You can still make and serve this on another day. After all, no one is going to find out, right? Unless you blog about it, that is... I made this soup last Saturday and ate it on Monday. And Tuesday. And probably today as well. Make a big serving and eat it throughout the week; it tastes much more better on the second or third day. Actually, I rarely eat it on the day I make it. Patience, friends, patience. That said, this soup is just perfect for a busy week when leftovers are more than welcome.

This may not be the sexiest soup in culinary history but it sure is delicious and makes the winter so much more bearable.

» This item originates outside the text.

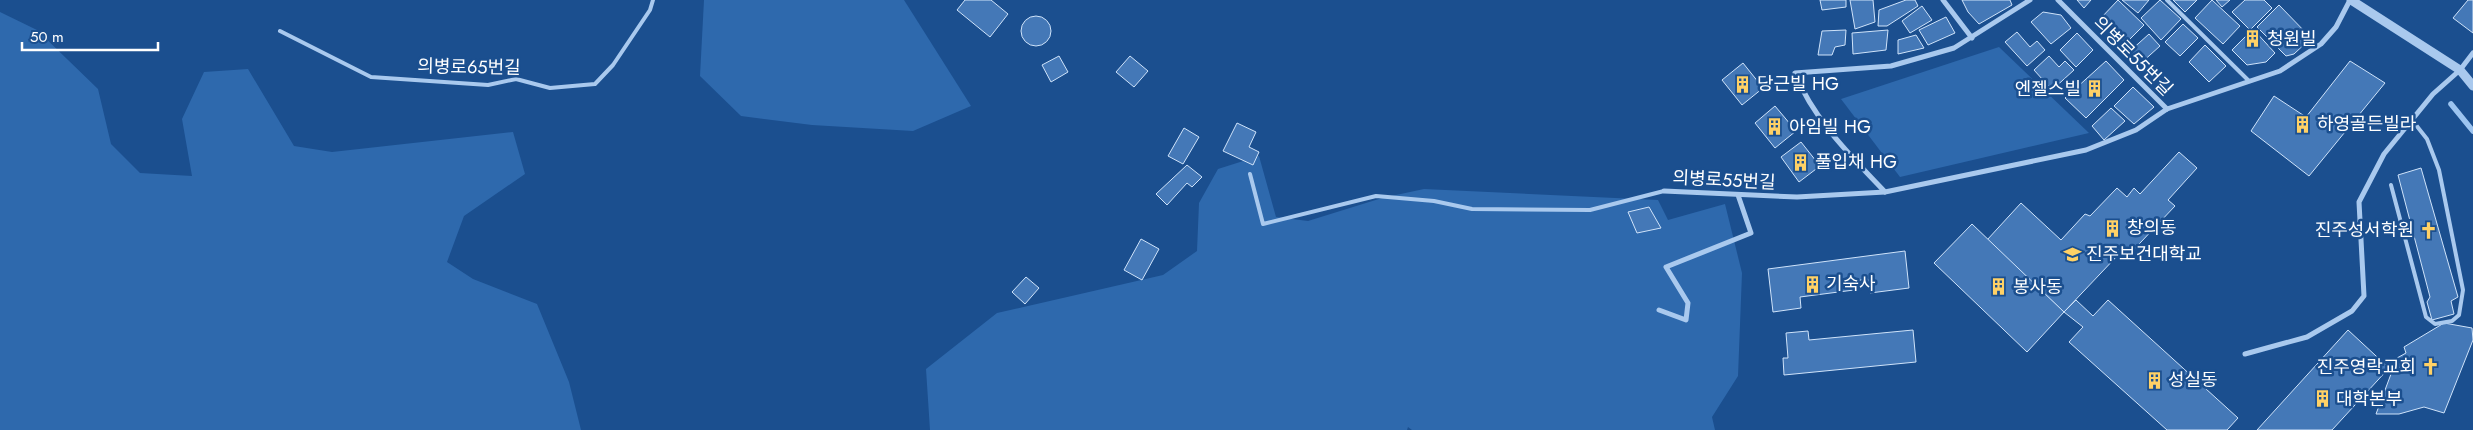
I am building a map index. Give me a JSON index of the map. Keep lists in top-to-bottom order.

Cheers to a better 2015. Vive la France!

Rustic Nordic Pea Soup

serves 6 to 8

Pea soup is popular all over Scandinavia. In Finland, green peas are used, but to make a Swedish/Norwegian/Danish version, use yellow peas instead. If you can't find smoked pork shank, substitute it with (smoked) bacon. This soup can be made vegetarian by simply leaving the meat out. To still get a wonderful smoky flavor, you could add a pinch of smoked salt. Some people prefer to add one or two diced carrots to the soup; it's really up to you. If you do, just add it to the pot with the onion. The cooking times listed below are minimum cooking times; the longer you cook it on low heat, the better it gets. Many like to add mustard to their soup. The mustard is always being served on the side so everyone can stir it in to ones taste. 

500 g dried whole green peas, picked over, rinsed, & soaked for 10 hours
olive oil
1 onion, diced
2,5 l (10 ½ cups) water
2 tsp fine sea salt
2 tsp dried marjoram
400 g smoked pork shank with bone

optional: mustard, for serving

In a big pot, heat the olive oil on medium heat. Add the onion and cook until soft. Add the water, salt, marjoram, peas, and pork shank. Bring to a boil and let simmer for at least an hour. At this point, the soup won't look that tasty as the pea husks float on top. Believe me, it will get better.

Remove the shank. Shred meat and discard skin and fat. Return the meat and bone back to the pot. Cook for at least another hour. Add more liquid if necessary. Should the soup look too thin, cook it without a lid for a while.

Taste and season. Discard the bone before serving.

Serve with mustard if preferred and rye bread or crispbread.